SÉBASTIEN TEMPLIER –
À la mesure de ses réserves très importantes découvertes aux États-Unis il y a peu, le gaz naturel refait surface dans les bureaux des gouverneurs et dans les couloirs des directions des constructeurs américains. La pression s’intensifie.
Les gouverneurs des États détenteurs de réserves de gaz veulent profiter de cette manne. Manifestement. Lors d’une rencontre entre dirigeants, l’Oklahoma et le Colorado ont récemment demandé aux «Big Three» de Detroit plus de véhicules roulant au gaz naturel. Tout comme 11 autres États, ils se sont engagés à en acheter des «milliers» pour leurs services publics.
L’enjeu est énorme. C’est bien beau d’avoir du gaz en stock, encore faut-il l’écouler. Comme l’a fait remarquer un analyste de Bloomberg Industries, Sam Brothwell, leur problème n’est pas l’offre, mais la demande.
En Amérique du Nord, Honda est actuellement le seul constructeur à vendre – aux États-Unis seulement – une voiture au gaz naturel – la Civic GX. General Motors vend essentiellement depuis 2010 des camionnettes commerciales. Chrysler propose un ou deux modèles.
Au sud de la frontière, une proportion famélique de 0,1% du gaz naturel produit serait utilisée pour les transports, selon le Département de l’Énergie.
Les «promoteurs» avancent alors leurs arguments: la fracturation hydraulique de la roche facilite l’extraction du gaz naturel des formations schisteuses (avec les conséquences et les polémiques que l’on sait), les réserves sont abondantes, les prix du gaz chutent, un moteur au gaz naturel émet environ 25% moins d’émissions polluantes qu’un moteur à essence, et l’autonomie d’un véhicule au gaz est deux fois plus importante que celle d’une voiture électrique.
Reste que le gaz naturel est un combustible fossile, polluant à extraire et à transformer, dont le réseau de distribution est inexistant et serait onéreux à mettre en place.
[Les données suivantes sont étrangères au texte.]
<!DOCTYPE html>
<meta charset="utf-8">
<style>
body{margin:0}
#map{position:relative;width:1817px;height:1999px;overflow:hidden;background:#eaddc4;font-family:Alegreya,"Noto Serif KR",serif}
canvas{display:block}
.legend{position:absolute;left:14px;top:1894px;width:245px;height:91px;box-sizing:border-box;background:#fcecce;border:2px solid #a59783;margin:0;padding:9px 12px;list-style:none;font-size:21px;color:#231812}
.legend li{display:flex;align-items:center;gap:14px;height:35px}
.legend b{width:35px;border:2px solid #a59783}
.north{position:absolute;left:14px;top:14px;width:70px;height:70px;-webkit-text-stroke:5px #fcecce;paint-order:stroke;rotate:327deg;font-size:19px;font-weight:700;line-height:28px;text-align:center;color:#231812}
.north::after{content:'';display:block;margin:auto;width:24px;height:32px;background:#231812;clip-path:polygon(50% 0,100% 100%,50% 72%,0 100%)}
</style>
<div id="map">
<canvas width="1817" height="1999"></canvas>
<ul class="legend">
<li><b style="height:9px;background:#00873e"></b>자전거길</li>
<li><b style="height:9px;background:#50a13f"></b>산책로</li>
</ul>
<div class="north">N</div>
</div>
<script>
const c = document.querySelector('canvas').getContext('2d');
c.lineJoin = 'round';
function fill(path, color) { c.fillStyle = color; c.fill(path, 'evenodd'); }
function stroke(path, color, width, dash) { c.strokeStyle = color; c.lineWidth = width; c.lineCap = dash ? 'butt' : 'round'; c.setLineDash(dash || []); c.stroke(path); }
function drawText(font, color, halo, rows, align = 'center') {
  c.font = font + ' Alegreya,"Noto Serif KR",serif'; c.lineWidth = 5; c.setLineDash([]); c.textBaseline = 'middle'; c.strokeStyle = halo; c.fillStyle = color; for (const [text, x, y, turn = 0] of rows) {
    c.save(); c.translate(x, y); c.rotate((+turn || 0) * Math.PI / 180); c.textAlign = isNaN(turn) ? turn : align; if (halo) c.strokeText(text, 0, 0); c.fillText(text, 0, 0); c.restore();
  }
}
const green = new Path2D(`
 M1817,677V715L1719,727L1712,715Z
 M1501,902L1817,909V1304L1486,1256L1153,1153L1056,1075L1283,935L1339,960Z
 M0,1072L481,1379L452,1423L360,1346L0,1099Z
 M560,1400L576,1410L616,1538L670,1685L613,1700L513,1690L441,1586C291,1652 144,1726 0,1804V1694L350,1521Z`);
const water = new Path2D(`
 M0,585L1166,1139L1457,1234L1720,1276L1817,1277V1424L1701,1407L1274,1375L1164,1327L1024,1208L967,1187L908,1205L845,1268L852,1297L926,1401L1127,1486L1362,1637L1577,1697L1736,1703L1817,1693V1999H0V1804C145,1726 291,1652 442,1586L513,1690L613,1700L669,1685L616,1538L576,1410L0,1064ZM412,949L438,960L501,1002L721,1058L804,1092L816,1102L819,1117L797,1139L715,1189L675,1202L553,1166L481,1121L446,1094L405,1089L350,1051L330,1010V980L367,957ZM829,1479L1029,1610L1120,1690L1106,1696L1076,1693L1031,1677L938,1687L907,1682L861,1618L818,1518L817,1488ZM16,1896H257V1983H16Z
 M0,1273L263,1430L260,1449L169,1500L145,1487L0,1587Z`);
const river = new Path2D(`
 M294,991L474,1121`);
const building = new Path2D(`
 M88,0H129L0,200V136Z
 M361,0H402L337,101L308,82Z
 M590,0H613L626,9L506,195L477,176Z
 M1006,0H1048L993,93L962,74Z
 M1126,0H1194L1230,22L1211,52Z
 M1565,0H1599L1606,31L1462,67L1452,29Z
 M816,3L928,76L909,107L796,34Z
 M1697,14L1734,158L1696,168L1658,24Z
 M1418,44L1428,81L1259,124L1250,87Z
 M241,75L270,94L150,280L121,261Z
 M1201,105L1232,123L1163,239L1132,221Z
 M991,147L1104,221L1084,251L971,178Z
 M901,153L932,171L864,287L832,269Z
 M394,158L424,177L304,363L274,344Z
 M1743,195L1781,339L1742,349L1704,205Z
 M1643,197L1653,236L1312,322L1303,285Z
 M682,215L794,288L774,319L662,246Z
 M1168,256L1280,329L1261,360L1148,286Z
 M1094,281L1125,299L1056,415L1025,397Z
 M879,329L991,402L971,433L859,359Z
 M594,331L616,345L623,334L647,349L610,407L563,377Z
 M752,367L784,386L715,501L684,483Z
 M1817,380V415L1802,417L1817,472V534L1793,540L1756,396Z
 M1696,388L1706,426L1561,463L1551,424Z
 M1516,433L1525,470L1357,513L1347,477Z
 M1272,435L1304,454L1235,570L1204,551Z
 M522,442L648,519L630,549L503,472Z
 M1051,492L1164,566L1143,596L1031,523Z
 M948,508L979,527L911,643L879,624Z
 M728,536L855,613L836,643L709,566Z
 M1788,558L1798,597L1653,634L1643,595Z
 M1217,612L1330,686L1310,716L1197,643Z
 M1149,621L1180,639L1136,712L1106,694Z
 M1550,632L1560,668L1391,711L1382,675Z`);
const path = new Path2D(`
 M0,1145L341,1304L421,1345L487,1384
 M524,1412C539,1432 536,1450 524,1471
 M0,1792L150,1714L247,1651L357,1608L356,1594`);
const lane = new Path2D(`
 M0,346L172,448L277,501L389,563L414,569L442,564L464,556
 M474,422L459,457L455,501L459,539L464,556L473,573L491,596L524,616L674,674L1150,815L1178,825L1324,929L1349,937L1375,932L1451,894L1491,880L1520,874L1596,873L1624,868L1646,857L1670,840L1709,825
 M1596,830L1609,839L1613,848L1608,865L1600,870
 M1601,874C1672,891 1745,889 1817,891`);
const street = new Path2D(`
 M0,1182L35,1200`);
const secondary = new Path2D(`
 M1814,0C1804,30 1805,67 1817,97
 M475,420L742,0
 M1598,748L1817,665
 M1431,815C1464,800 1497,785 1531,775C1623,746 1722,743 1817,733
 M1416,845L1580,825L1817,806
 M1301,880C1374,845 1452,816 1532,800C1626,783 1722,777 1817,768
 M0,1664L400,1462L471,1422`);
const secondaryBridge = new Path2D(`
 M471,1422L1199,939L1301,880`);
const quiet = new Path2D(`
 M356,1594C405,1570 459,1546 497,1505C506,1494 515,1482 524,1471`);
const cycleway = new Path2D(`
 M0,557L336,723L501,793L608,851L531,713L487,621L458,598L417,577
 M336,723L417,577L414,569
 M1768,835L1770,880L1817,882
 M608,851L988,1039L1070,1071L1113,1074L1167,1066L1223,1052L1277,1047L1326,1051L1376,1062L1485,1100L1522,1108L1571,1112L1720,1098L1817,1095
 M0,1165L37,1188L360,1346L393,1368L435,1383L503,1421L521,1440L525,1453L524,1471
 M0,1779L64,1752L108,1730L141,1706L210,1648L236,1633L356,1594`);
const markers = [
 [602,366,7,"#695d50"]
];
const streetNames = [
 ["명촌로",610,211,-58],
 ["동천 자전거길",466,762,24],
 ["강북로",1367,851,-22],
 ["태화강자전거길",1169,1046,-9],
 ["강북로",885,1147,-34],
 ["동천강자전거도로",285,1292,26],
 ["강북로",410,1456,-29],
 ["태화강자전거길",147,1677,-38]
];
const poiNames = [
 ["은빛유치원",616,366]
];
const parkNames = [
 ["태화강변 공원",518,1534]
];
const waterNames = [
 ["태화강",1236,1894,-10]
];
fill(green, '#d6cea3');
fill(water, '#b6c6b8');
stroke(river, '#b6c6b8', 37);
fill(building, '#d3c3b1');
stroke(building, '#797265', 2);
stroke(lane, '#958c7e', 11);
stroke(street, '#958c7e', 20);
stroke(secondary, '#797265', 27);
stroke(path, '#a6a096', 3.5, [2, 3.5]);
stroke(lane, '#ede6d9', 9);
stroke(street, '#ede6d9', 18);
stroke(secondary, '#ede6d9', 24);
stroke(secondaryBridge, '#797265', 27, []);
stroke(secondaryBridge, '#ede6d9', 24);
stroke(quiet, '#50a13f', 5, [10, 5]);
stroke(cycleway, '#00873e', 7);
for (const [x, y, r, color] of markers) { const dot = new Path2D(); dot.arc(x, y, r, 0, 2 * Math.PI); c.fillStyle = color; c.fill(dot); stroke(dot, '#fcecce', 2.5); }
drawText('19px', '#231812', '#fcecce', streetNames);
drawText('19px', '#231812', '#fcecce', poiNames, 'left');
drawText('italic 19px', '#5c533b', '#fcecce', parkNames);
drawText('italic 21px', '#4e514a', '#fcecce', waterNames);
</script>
Et le portefeuille du consommateur moyen n’est pas assez épais pour pouvoir s’acheter une voiture au gaz naturel compressé.
Tout de même. La pression s’accentue.
Il y a huit jours, le Groupe Chrysler a milité auprès d’un comité sénatorial américain pour que les véhicules au gaz naturel puissent bénéficier des mêmes rabais à l’achat que les véhicules électriques. Arguant que les premiers modèles au gaz arrivaient sur le marché. Le constructeur a souligné au passage une absence de «parité» entre les deux technologies.
Utilisé ailleurs dans le monde avec plus ou moins de parcimonie, le gaz naturel, que l’on a cru tomber en désuétude, refait surface.